───── Data to use ─────
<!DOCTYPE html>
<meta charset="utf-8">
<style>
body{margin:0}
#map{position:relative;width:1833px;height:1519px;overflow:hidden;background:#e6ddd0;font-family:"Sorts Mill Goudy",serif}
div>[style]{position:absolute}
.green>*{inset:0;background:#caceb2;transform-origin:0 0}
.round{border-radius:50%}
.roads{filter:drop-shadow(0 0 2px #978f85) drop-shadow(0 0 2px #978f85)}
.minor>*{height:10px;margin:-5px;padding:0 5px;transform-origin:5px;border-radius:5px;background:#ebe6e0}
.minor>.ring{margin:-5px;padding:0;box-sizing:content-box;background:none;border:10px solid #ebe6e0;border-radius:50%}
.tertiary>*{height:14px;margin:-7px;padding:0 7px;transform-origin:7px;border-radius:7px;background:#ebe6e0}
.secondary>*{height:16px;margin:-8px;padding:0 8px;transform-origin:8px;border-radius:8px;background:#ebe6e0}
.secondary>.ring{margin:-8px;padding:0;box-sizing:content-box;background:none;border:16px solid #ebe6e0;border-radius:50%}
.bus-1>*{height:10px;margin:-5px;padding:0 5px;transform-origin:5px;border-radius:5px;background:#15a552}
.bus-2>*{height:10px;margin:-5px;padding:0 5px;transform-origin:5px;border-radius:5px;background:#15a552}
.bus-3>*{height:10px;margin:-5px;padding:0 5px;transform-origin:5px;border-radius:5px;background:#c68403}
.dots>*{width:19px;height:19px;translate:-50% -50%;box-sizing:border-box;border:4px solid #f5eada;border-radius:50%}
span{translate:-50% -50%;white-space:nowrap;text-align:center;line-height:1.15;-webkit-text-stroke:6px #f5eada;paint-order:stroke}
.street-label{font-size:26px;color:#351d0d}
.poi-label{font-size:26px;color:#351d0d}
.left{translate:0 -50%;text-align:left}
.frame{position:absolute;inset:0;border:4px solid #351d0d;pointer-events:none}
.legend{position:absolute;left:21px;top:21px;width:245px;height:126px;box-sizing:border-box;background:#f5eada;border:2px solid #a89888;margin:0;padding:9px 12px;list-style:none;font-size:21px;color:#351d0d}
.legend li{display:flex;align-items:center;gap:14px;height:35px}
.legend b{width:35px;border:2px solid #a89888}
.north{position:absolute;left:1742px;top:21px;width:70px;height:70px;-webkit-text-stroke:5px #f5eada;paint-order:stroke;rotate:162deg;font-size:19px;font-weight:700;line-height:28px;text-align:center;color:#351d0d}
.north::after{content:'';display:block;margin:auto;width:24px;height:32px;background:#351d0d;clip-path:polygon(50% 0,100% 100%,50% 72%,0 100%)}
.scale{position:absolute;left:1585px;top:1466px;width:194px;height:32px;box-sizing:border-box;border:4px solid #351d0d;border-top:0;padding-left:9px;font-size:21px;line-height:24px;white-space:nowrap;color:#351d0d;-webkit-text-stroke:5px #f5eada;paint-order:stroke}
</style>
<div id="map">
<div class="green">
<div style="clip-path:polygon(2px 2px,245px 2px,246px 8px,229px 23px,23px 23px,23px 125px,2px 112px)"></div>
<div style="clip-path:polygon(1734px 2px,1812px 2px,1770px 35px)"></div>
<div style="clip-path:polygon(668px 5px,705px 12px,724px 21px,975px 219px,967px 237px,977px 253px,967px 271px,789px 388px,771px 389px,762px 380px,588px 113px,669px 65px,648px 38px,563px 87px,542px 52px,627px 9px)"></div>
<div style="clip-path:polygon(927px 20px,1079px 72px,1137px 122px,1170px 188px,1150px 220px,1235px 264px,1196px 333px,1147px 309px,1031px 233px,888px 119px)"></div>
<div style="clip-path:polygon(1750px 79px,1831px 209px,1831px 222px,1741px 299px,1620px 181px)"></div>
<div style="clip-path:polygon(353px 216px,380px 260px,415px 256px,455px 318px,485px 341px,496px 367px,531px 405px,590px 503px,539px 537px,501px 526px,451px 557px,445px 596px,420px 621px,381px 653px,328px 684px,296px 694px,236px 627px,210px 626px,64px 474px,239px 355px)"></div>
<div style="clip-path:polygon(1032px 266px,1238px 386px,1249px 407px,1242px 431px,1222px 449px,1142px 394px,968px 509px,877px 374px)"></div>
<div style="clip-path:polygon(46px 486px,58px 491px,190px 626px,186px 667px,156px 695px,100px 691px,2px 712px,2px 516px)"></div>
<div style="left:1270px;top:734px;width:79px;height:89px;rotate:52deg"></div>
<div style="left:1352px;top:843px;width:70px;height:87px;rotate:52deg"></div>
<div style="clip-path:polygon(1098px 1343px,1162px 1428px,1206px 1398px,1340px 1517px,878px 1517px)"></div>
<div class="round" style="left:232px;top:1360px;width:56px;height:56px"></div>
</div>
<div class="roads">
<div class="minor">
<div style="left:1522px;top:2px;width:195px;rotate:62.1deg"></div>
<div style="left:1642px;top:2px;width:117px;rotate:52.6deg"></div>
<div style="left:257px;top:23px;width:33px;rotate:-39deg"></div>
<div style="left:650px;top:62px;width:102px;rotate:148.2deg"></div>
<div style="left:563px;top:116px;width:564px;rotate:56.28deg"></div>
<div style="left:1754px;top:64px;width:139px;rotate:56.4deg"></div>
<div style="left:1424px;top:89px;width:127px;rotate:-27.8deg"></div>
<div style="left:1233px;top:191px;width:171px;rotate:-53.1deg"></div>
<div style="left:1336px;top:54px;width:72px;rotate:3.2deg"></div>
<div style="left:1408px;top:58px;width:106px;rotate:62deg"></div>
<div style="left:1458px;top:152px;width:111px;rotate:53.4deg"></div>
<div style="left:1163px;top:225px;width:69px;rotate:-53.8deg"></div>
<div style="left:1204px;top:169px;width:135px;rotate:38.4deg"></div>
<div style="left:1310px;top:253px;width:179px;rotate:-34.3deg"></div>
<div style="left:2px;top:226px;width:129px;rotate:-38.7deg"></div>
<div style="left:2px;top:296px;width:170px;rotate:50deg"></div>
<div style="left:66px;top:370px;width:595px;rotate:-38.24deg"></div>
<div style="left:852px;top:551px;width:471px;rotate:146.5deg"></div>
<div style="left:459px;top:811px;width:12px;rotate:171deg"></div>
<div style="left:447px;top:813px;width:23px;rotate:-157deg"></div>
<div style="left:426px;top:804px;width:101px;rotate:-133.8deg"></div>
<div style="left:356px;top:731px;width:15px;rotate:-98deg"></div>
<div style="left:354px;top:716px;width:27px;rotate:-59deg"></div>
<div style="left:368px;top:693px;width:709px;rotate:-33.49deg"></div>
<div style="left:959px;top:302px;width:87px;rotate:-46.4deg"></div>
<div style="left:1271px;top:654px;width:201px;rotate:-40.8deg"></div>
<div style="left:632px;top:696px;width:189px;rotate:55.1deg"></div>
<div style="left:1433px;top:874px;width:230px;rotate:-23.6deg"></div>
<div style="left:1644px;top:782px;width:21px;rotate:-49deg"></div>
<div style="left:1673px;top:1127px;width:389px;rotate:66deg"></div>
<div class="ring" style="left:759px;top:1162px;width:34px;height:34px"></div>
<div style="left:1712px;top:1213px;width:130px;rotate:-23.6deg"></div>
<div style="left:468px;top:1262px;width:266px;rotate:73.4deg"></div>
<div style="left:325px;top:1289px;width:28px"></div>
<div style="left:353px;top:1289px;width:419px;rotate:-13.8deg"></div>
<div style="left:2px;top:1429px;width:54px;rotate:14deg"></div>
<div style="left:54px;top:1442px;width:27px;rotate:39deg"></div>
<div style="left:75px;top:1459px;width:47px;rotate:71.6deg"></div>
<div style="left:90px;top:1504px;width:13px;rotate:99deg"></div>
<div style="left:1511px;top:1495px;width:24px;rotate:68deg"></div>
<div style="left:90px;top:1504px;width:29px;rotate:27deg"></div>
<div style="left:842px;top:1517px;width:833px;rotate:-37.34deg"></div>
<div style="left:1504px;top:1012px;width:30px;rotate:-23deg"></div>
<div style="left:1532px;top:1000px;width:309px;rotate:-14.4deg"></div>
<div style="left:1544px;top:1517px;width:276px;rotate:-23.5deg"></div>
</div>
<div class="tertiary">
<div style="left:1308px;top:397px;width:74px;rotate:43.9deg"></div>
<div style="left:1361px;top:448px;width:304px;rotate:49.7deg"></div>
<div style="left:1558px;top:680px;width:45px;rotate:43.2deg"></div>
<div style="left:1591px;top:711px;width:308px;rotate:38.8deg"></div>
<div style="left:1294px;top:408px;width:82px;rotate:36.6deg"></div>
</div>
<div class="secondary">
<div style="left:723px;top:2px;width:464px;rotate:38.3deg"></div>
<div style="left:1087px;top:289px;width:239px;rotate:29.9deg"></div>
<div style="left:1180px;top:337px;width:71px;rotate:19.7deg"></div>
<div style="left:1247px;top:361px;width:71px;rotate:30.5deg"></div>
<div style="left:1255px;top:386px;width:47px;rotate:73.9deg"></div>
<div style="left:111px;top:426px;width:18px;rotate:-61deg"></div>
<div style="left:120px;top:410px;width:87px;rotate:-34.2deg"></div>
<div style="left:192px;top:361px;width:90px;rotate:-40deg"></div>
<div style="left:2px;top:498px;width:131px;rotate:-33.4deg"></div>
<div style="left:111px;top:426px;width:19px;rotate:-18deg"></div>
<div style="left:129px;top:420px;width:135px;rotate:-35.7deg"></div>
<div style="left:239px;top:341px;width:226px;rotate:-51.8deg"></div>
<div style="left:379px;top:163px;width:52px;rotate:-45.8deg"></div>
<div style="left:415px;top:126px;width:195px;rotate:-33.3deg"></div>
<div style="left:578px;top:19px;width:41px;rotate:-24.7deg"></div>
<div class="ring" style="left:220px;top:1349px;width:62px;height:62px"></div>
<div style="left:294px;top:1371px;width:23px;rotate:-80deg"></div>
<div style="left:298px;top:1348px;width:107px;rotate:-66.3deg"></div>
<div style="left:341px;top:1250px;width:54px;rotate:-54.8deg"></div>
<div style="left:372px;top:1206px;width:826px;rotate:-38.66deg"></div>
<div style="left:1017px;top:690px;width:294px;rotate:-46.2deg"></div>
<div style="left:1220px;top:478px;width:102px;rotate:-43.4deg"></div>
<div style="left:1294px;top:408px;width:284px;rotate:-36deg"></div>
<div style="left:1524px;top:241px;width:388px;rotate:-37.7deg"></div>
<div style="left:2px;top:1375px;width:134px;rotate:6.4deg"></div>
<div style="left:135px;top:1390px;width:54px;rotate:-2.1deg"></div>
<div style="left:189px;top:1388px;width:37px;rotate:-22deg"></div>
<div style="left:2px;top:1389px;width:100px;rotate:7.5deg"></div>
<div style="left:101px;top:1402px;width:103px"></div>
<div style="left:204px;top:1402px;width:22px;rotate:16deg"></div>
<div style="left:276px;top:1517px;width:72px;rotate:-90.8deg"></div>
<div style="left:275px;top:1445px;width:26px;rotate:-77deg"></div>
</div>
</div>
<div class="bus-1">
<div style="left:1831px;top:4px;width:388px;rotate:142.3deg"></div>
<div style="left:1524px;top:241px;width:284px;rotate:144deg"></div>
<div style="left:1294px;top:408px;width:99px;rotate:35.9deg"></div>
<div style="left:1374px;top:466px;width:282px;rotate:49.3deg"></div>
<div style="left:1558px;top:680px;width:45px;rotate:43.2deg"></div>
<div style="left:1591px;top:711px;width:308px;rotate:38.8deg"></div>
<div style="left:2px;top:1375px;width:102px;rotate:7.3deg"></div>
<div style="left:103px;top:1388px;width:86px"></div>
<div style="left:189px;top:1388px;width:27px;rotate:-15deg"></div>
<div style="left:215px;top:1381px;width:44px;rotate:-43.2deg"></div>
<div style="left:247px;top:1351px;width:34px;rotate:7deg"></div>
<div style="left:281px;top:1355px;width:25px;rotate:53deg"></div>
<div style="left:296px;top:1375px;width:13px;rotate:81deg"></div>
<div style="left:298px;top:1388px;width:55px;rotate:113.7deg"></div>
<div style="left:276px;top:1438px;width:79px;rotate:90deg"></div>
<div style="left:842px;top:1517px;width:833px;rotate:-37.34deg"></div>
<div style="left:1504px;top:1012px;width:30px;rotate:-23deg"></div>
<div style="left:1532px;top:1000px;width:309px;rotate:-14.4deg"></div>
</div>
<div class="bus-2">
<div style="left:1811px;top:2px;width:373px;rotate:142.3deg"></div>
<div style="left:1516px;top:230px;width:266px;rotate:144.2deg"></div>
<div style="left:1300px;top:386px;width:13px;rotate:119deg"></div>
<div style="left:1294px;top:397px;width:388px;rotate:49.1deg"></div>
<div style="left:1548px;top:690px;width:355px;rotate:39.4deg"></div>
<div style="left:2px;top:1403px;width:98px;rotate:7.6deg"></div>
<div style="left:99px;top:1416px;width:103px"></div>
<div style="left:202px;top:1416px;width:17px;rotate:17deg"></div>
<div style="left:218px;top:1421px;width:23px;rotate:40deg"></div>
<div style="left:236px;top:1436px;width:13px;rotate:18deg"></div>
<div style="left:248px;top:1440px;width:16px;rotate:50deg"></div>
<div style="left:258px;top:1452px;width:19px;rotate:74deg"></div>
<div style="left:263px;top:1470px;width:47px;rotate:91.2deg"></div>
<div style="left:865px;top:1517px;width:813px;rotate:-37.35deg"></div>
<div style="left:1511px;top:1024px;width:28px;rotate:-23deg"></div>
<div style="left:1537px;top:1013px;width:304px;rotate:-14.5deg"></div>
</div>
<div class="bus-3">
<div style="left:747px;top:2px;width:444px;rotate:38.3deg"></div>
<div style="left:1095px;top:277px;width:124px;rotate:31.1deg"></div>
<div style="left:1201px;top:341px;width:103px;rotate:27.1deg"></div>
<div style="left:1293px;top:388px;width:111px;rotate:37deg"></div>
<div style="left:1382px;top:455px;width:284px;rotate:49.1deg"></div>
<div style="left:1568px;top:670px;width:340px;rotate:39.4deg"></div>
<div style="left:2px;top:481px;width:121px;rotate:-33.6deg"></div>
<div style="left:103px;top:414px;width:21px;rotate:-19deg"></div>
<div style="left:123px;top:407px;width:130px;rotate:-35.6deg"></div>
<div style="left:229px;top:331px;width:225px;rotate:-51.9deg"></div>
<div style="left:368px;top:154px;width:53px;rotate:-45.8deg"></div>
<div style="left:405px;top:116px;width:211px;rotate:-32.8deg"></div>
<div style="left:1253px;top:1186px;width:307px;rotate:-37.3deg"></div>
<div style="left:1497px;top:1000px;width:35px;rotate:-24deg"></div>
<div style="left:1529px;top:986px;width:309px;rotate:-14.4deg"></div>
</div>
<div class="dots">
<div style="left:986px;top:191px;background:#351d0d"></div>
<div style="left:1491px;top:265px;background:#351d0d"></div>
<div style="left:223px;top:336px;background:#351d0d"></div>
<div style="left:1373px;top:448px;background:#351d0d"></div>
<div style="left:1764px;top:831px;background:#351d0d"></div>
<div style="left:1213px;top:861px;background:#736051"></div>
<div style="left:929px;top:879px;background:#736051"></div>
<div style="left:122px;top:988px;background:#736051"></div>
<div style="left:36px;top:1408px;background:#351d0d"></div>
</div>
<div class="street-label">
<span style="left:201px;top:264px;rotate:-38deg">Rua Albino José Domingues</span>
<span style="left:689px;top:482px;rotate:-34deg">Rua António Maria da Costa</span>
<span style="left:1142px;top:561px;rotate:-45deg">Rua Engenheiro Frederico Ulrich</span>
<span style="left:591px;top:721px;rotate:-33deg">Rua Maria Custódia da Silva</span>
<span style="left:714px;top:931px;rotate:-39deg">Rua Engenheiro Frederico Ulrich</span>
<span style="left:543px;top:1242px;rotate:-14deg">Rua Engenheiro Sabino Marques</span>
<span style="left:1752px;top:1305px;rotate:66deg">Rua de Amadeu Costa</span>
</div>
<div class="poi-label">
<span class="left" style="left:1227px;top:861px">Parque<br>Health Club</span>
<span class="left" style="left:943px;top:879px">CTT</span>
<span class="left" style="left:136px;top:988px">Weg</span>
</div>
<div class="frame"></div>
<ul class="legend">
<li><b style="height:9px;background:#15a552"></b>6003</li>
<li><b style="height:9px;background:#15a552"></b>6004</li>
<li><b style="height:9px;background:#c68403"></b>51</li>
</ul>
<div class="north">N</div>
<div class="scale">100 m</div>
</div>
─────
Exercise >> Please reply with an exact copy of the lines above, starting at the first and ending at the line that holds "2px #978f85) drop-shadow(0".

Written response >>
<!DOCTYPE html>
<meta charset="utf-8">
<style>
body{margin:0}
#map{position:relative;width:1833px;height:1519px;overflow:hidden;background:#e6ddd0;font-family:"Sorts Mill Goudy",serif}
div>[style]{position:absolute}
.green>*{inset:0;background:#caceb2;transform-origin:0 0}
.round{border-radius:50%}
.roads{filter:drop-shadow(0 0 2px #978f85) drop-shadow(0 0 2px #978f85)}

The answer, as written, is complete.